He wasn’t even looking at me. He was regarding the fanatic pilgrims in a blithe adulation. He hadn’t changed a bit, the same old eyes, the same tapering nose, and the same reclusive presence. And I hadn’t changed, either, the same routine waxing, the same fright of body hairs, the same fear his presence inspired.
And yet, something had changed. I had to hang up. I knew he didn’t exist on the physical plane as the rest of us did, and I knew he wouldn’t talk to me in words. But something said we were in for a special discourse, or something like it.
His was a funny story. He was just another monkey, scratching his back, lampooning in the trees, eating lice when he had one thought that changed it all. And when it struck him, it was so strange that it almost sounded impertinent. “Of course not,” he kept telling himself.
Impregnated with the thought, for a few days, he tried to hide it from all. Meanwhile, it kept swelling inside him like a melon in monsoon. Soon enough, the thought was mature enough to jump out and confront him as a creature of its own will.
That thought was to walk on the earth with his feet.
Not surprisingly, he became an outcast overnight. His peers looked down upon him, literally, as the strange land beckoned him like a possessed man, when the “man” as a species hadn’t come into existence yet. He slept on the earth, drank its wafts and crawled over it. His pudgy toes bled and his weight dwindled over his tiny feet, like a pendulum.
That was when the miracle started happening to him. The trees were extending their generous vines that taught him the first few steps on his two limbs instead of four. The birds would bring him food, when his pudgy toes failed to grapple anything.
So slowly, as his vertebrae evolved and his intestines reshaped, he realized what had put him into the process of the Homo sapiens – Courage.
In the slow process of a kind of osmosis, his thoughts revealed to me why his courage had reshaped the history of evolution.
“Miracle is the way existence responds to courage.” Yes, that was his. “And it does so, because the courageous ones, through their non-conformism, help existence evolve.”
So let’s imagine the world is full of docile, yea-saying creatures who never questioned the education system or dropped out, paid taxes and hanged on to their corporate jobs. Wouldn’t existence remain stagnant? And even though such a man might be functional and an asset to the conforming structure of society and nation at large, would existence really value it over the process of evolution?

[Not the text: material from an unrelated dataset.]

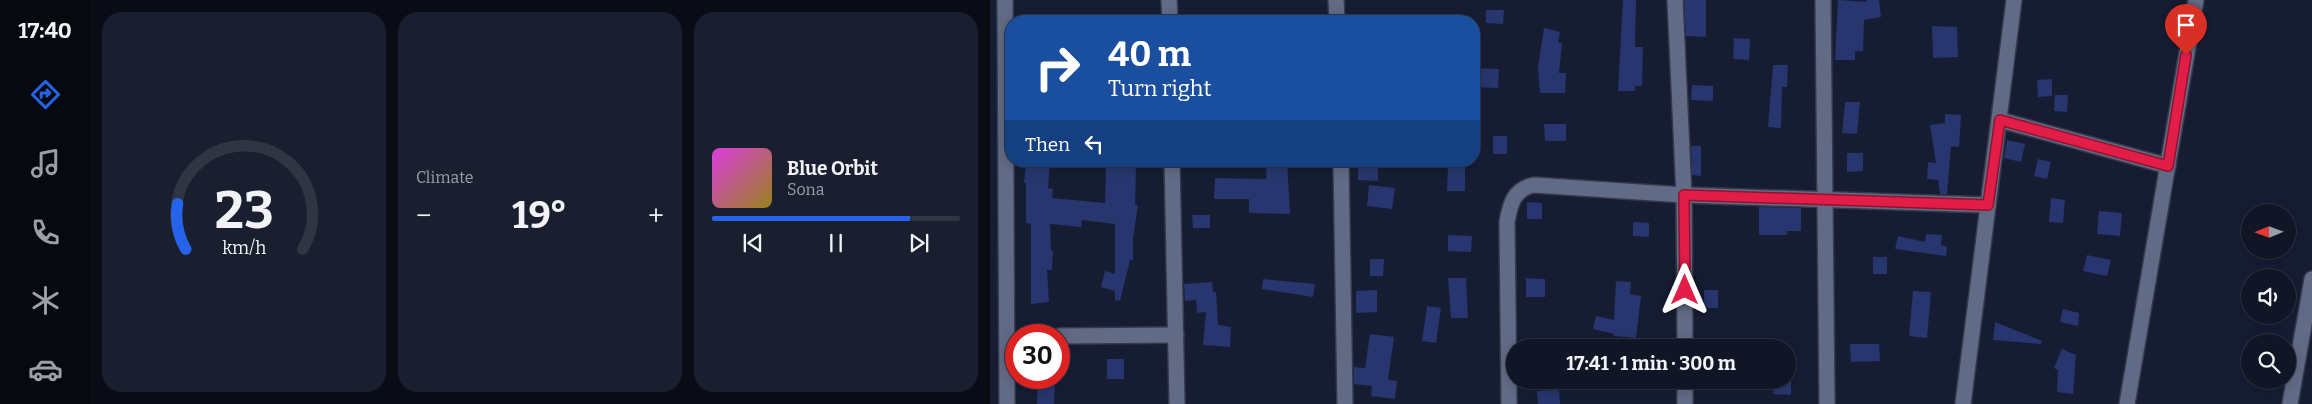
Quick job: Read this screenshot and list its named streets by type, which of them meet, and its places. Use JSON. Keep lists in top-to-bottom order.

So the people, who decide to look for more than is offered on their platter, expanded their arena, and in doing so, expanded the possibility of existence as a whole, too. Be it Van Gogh, Bob Dylan, Anais Nin, Frida Kahlo, Steve Jobs, Osho, the Buddha, despite their idiosyncrasies, actually because of it, they provoked our psyche deep enough, to awaken a new understanding to the world we live in. While the yea-saying, tax-paying bunch slept cozily in their comfort zone, these crazy ones, like the monkey, who first walked on the earth, decided to look for more than was offered inside it. If you think existence has been far too generous to them, it’s only because you haven’t been as courageous.
So any act of courage, may it be jumping off a tree or a job that doesn’t ring a bell for you anymore, is always paid back with equal generosity. And if it’s too hard to take it from a monkey, Steve Jobs said it for us too:
“Here’s to the crazy ones, the misfits, the rebels, the troublemakers, the round pegs in the square holes… the ones who see things differently — they’re not fond of rules… You can quote them, disagree with them, glorify or vilify them, but the only thing you can’t do is ignore them because they change things… they push the human race forward, and while some may see them as the crazy ones, we see genius, because the ones who are crazy enough to think that they can change the world, are the ones who do.”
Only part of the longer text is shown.